TASK DIRECTIONS
Look through the records below and say how many lines include "lists". Give only that number.

SOURCE DATA
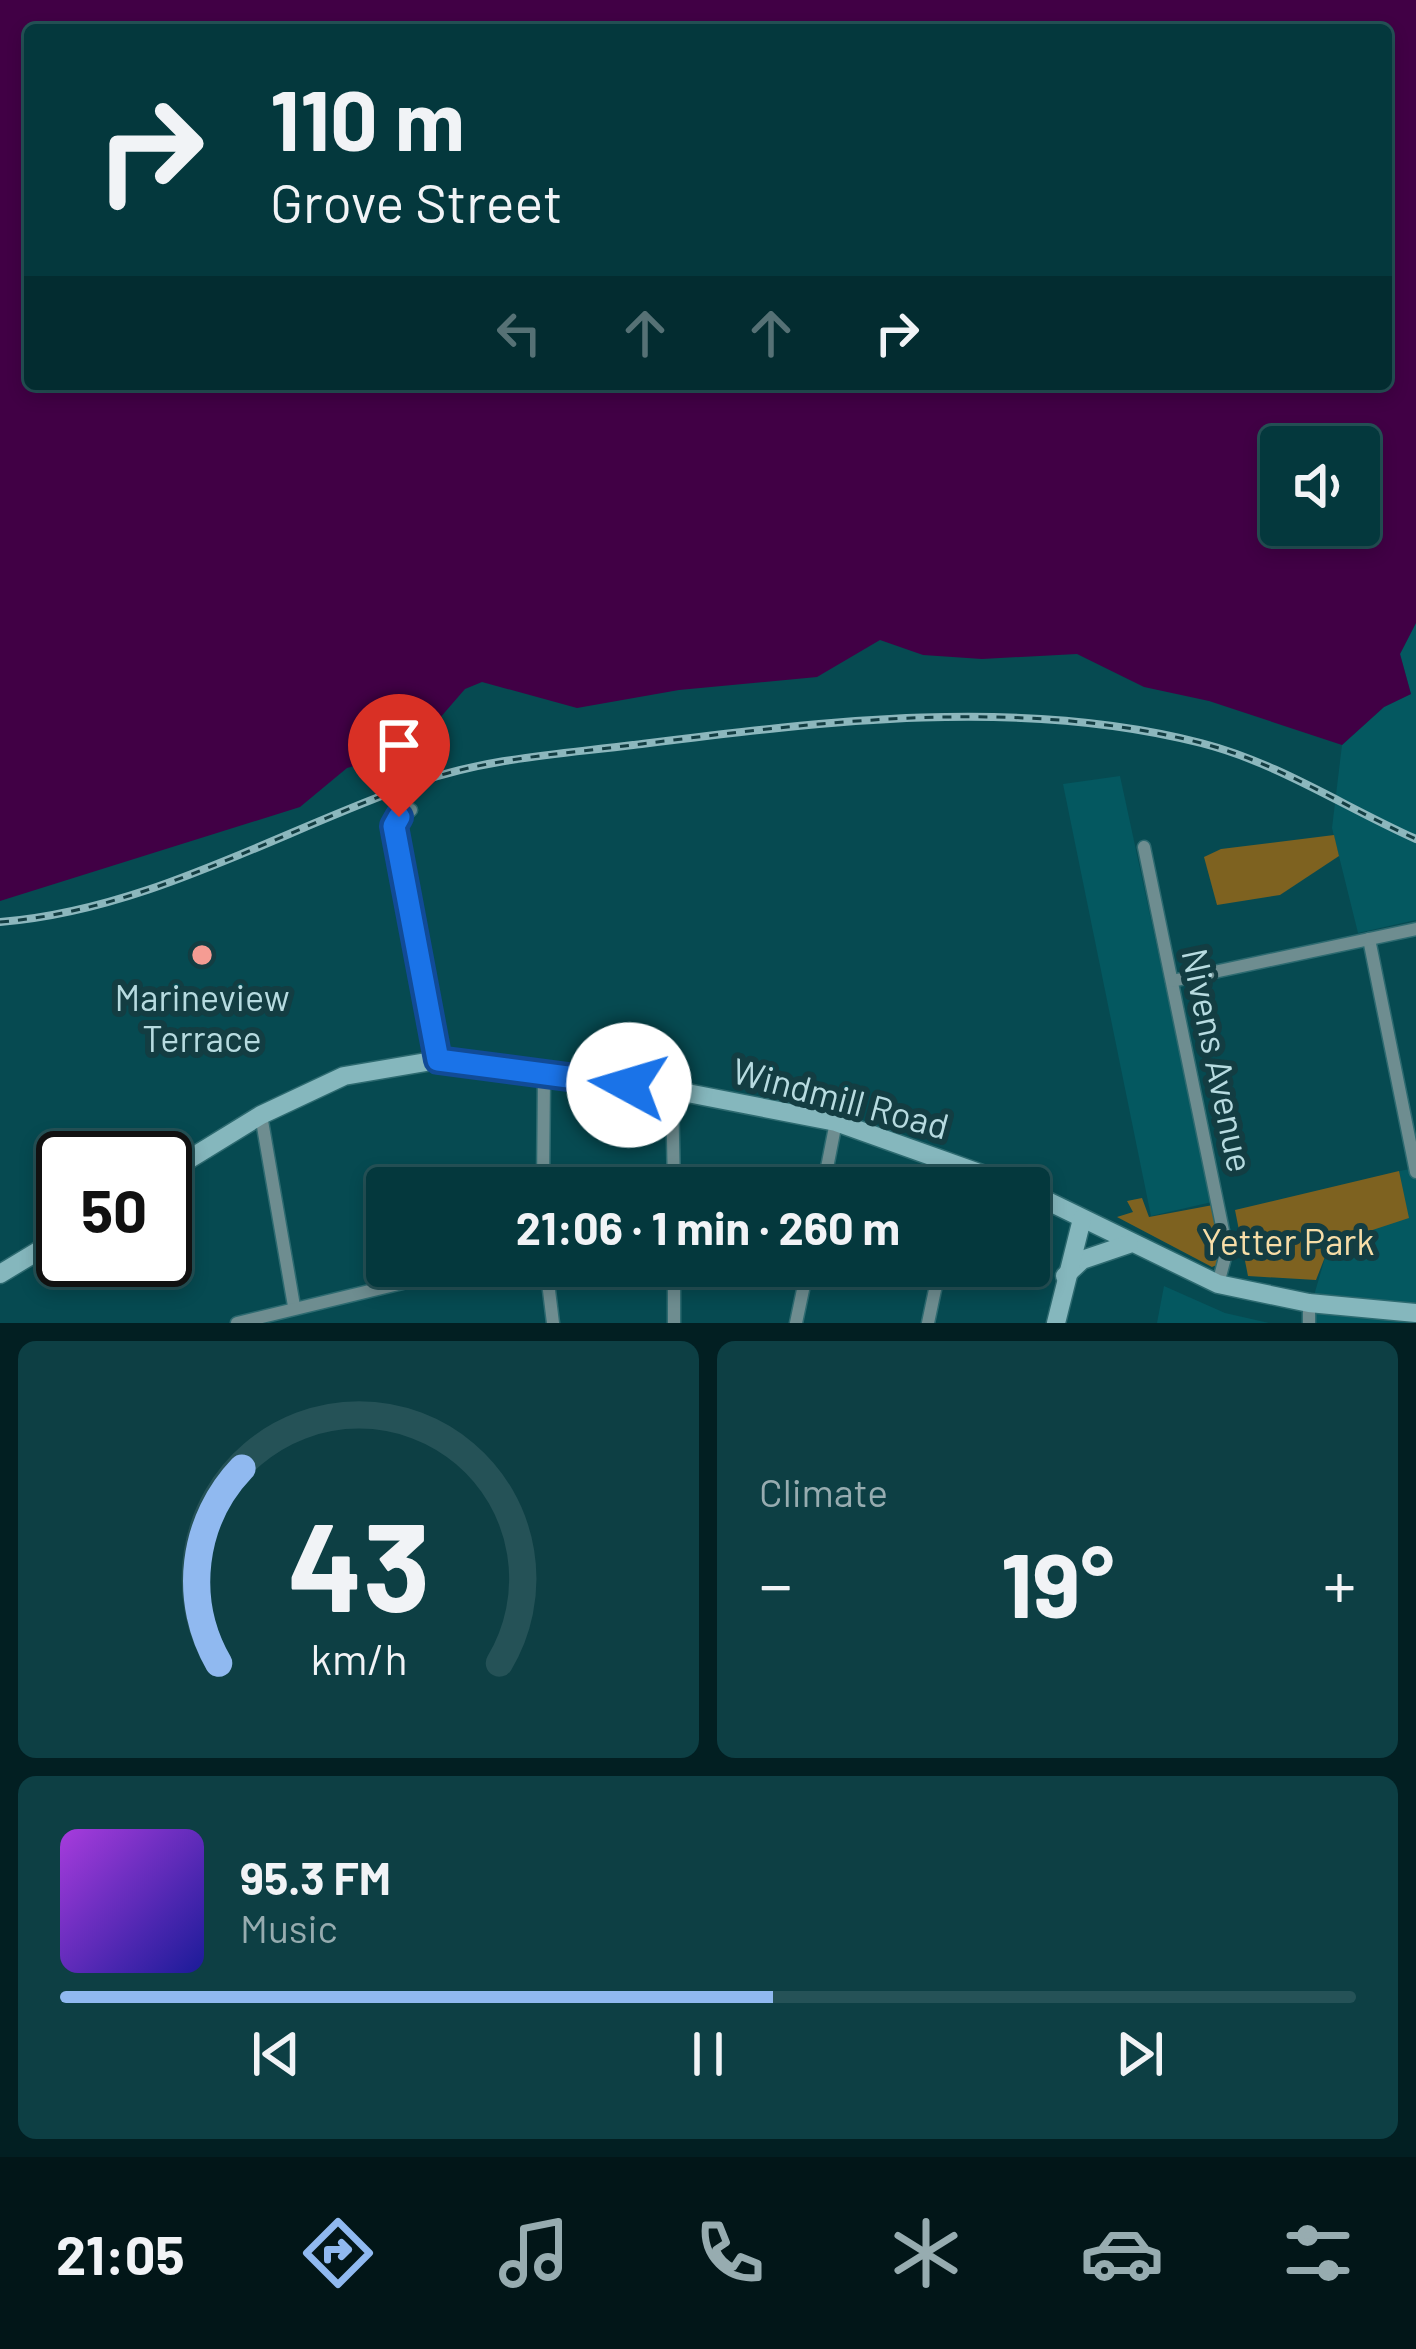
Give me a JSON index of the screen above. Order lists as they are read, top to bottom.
* * *
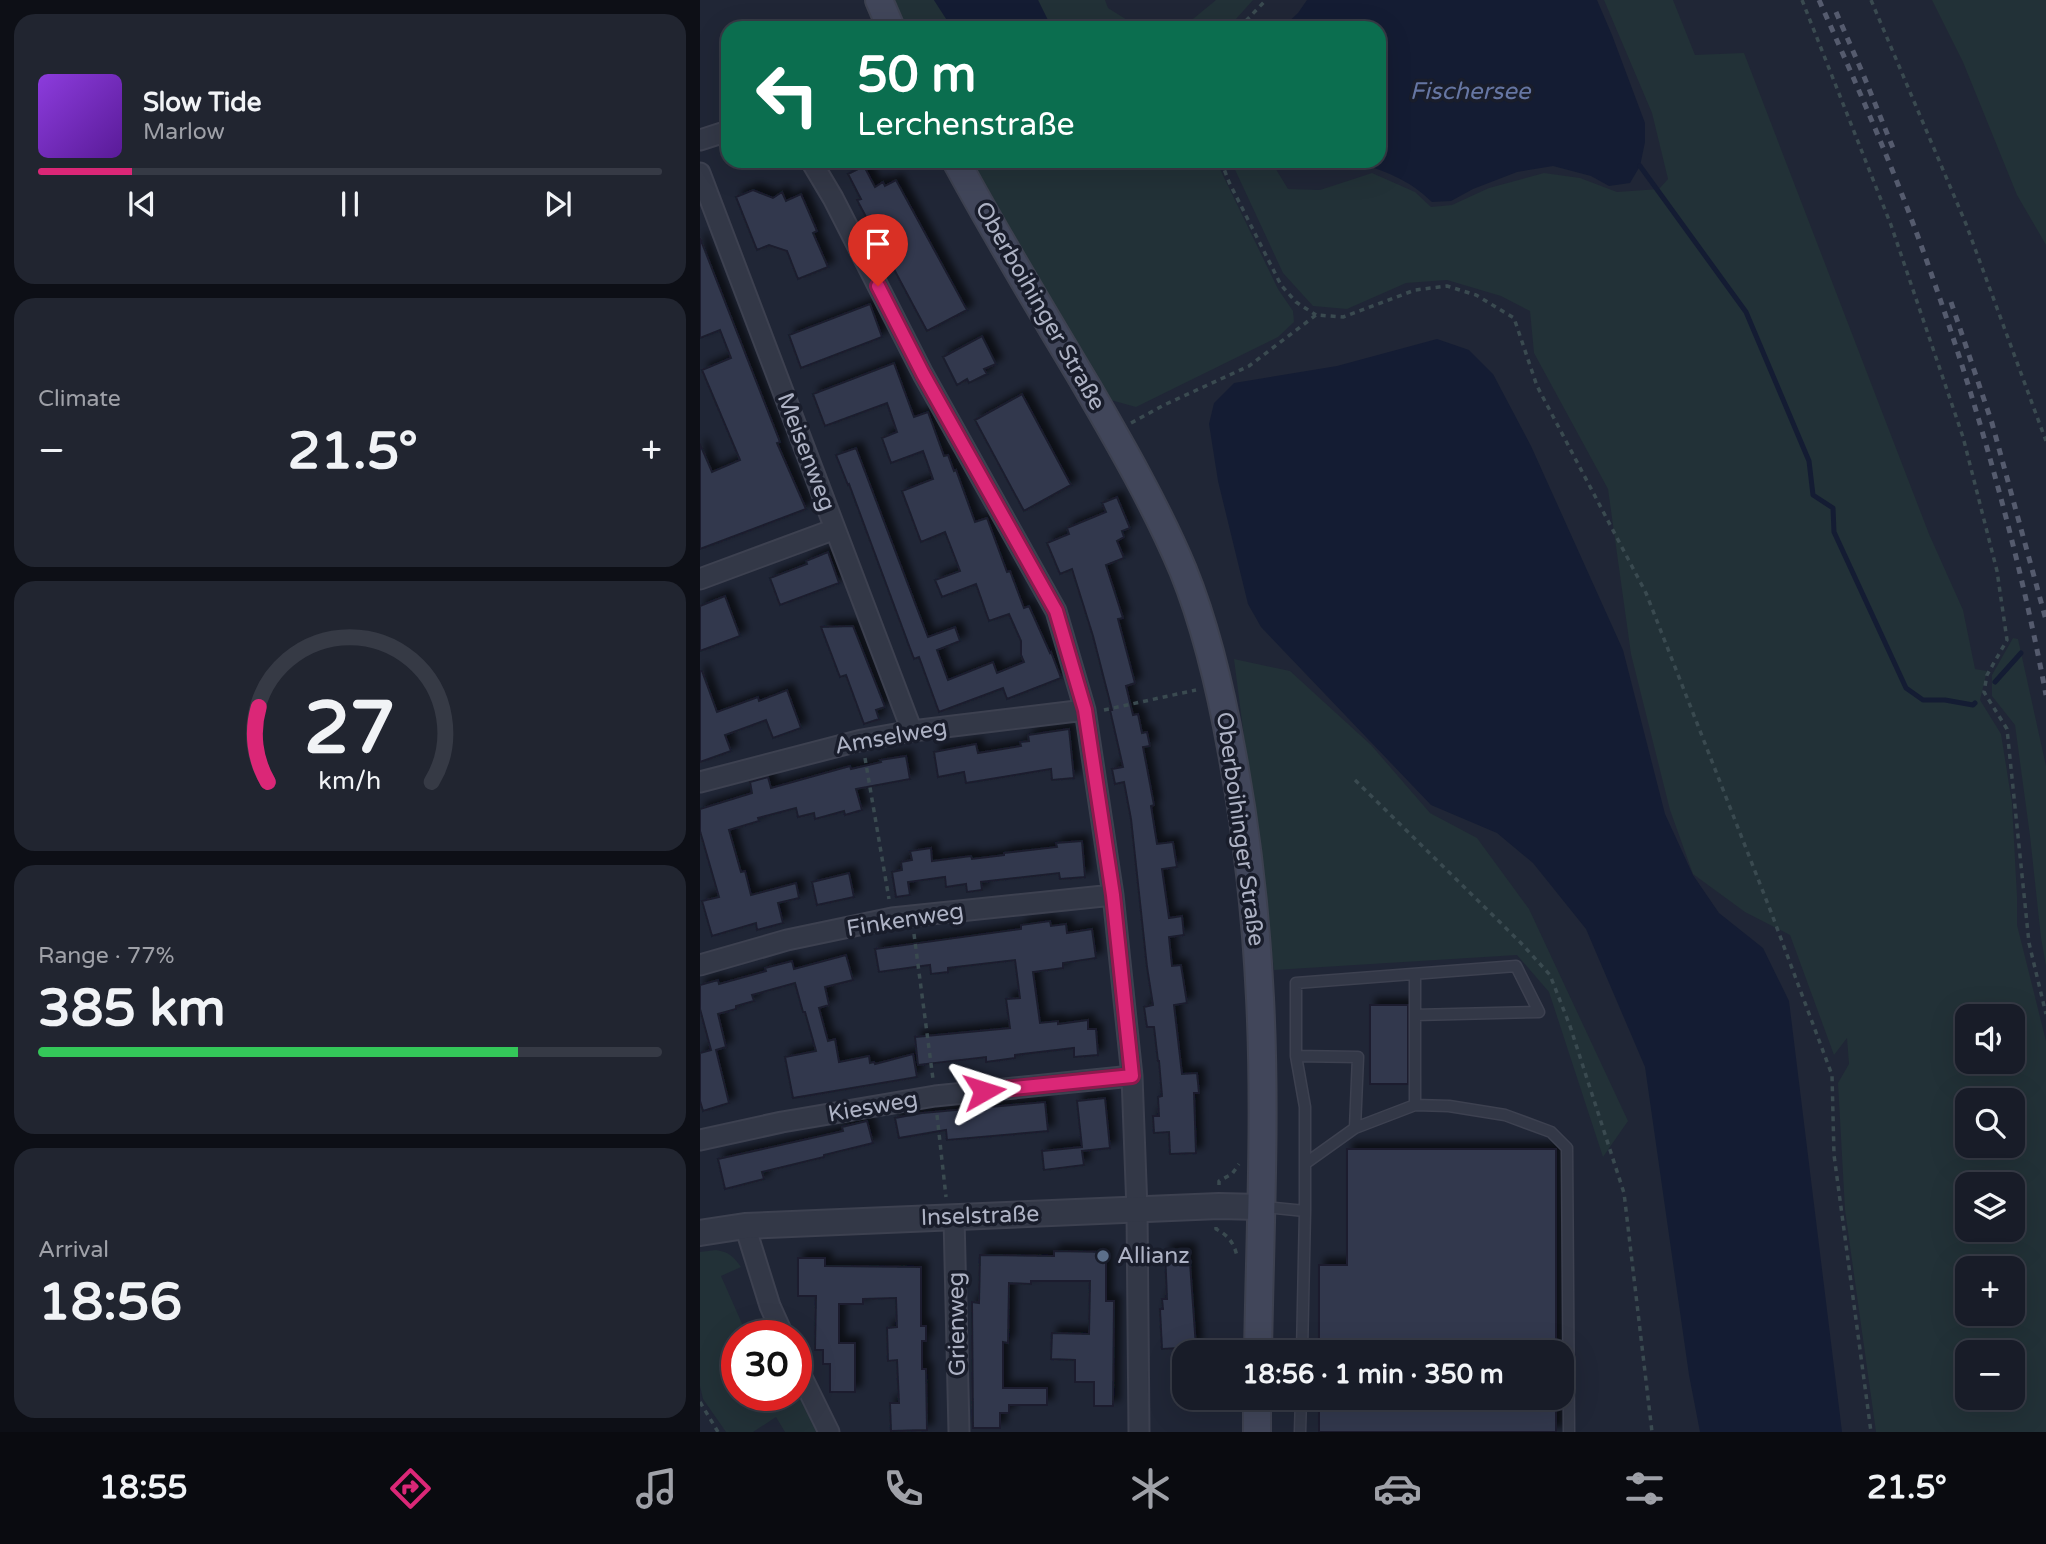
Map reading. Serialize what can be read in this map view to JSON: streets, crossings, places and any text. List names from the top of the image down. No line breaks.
...
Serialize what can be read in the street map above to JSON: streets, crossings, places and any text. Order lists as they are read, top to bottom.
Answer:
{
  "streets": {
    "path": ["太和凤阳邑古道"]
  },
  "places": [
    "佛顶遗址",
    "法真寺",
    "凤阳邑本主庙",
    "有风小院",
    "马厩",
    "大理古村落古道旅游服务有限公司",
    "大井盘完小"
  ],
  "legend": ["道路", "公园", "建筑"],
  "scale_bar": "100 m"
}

SOLUTION BELOW
2